Bunty and Pinky run away from home again, but a gang of robbers follow them, suddenly, Vijay and Ram come to save their children and Bunty saves Ram's life. Ram changes his mind, and in the end Bunty and Pinky marry.

==Cast==
- Rajendra Kumar as Vijay Mehra
- Kumar Gaurav as Bunty Mehra
- Vijayta Pandit as Pinky Dogra
- Danny Denzongpa as Ram Dogra
- Vidya Sinha as Suman Dogra
- Amjad Khan as Constable Sher Singh
- Aruna Irani as Dancer
- Beena Banerjee as Sushma Mehra; Vijay's Wife
- Bharat Kapoor as Basheera

==Soundtrack==
The music was composed by R. D. Burman, with lyrics by Anand Bakshi.

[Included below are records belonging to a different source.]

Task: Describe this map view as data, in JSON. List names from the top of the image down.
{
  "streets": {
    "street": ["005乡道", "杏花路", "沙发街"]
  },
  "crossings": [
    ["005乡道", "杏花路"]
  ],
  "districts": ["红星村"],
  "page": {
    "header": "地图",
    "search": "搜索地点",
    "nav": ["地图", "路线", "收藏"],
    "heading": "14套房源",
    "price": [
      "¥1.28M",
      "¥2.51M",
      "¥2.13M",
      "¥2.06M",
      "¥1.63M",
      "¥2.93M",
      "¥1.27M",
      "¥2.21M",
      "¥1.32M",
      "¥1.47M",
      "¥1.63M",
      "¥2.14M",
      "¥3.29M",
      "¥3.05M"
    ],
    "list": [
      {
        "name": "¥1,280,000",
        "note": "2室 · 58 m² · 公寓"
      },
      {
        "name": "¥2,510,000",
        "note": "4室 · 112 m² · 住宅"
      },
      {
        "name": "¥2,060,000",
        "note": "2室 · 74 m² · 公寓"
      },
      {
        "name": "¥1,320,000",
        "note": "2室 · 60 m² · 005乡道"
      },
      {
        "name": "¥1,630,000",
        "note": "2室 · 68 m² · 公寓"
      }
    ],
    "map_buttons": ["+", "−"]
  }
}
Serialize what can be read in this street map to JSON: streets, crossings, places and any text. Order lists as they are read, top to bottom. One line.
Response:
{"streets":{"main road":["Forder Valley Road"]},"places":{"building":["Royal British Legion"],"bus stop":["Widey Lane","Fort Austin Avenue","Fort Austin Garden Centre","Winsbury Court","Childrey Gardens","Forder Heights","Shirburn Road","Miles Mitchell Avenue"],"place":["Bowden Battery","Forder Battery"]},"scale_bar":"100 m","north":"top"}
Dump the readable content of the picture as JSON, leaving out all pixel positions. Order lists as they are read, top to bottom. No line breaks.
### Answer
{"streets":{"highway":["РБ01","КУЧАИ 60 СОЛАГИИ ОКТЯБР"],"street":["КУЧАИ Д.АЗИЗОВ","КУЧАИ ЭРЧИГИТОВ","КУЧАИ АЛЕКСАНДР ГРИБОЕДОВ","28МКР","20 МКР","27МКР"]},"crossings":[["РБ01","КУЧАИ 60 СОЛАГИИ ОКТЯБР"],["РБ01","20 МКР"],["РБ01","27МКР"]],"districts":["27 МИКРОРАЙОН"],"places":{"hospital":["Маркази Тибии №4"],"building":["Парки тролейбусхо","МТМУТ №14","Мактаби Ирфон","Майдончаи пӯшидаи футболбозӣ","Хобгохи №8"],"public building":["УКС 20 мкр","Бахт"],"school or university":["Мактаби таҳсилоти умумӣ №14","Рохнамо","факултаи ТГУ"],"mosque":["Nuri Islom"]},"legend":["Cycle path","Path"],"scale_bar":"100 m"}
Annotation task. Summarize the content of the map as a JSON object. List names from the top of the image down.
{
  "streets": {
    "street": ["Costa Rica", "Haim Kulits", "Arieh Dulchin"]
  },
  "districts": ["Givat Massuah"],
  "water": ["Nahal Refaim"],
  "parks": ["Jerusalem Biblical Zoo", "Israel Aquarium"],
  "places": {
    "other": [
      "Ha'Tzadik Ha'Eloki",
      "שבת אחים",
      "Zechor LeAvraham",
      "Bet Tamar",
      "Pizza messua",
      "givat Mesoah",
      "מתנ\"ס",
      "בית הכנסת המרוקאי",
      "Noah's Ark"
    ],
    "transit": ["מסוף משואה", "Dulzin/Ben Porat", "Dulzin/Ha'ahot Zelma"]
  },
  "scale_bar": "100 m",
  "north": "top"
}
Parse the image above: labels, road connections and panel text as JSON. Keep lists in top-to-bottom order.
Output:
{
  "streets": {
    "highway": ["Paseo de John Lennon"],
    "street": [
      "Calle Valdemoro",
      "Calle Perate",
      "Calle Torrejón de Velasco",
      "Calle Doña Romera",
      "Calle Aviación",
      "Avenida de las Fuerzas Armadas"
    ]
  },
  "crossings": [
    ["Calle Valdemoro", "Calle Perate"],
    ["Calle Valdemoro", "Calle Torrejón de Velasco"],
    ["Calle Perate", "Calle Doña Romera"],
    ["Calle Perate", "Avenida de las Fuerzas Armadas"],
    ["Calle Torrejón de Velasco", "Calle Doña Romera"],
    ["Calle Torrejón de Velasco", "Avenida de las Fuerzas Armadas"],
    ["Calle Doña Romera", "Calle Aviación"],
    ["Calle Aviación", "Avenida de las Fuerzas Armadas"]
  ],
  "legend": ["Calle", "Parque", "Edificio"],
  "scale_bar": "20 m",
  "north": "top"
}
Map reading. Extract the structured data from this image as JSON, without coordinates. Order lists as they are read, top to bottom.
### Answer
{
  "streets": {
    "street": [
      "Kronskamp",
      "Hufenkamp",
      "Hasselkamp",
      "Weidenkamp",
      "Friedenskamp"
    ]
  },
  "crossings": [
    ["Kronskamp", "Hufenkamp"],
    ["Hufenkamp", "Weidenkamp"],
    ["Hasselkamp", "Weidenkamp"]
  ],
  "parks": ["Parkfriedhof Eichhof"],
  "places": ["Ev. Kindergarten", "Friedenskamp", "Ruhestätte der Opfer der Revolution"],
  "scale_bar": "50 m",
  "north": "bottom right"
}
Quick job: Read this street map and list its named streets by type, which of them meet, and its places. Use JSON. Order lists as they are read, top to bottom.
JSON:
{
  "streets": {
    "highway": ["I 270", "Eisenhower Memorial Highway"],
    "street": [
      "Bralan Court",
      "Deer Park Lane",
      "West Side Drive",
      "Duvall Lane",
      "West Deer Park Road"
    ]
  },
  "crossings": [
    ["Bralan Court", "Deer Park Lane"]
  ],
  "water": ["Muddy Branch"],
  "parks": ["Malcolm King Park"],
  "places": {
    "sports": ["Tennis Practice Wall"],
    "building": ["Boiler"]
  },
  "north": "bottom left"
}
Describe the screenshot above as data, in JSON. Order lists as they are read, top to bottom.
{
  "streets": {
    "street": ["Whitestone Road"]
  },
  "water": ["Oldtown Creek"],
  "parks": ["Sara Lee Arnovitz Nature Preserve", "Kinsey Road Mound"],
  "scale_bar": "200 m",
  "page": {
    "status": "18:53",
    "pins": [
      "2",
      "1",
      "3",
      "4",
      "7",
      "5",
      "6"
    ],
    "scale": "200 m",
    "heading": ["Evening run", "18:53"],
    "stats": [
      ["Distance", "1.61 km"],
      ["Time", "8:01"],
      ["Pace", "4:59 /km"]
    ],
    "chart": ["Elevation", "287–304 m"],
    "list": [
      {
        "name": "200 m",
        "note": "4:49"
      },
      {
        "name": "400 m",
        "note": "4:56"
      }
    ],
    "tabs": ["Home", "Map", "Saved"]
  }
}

Amit Kumar performed vocals for Kumar Gaurav.

| Song | Singer |
|---|---|
| "Kaisa Tera Pyar, Kaisa Gussa Hai Tera, Tauba Sanam" | Lata Mangeshkar, Amit Kumar |
| "Dekho Maine Dekha Hai Yeh Ek Sapna" | Lata Mangeshkar, Amit Kumar |
| "Teri Yaad Aa Rahi Hai" (Duet) | Lata Mangeshkar, Amit Kumar |
| "Teri Yaad Aa Rahi Hai" (Solo) | Amit Kumar |
| "Yeh Ladki Zara Si Deewani Lagti Hai" | Asha Bhosle, Amit Kumar |
| "Kya Ghazab Karte Ho Ji" | Asha Bhosle |

==Awards==

- 29th Filmfare Awards

Won

- Best Male Playback Singer – Amit Kumar for "Teri Yaad Aa Rahi Hai"

Nominated

- Best Supporting Actor – Amjad Khan
- Best Music Director – R. D. Burman
- Best Lyricist – Anand Bakshi for "Teri Yaad Aa Rahi Hai"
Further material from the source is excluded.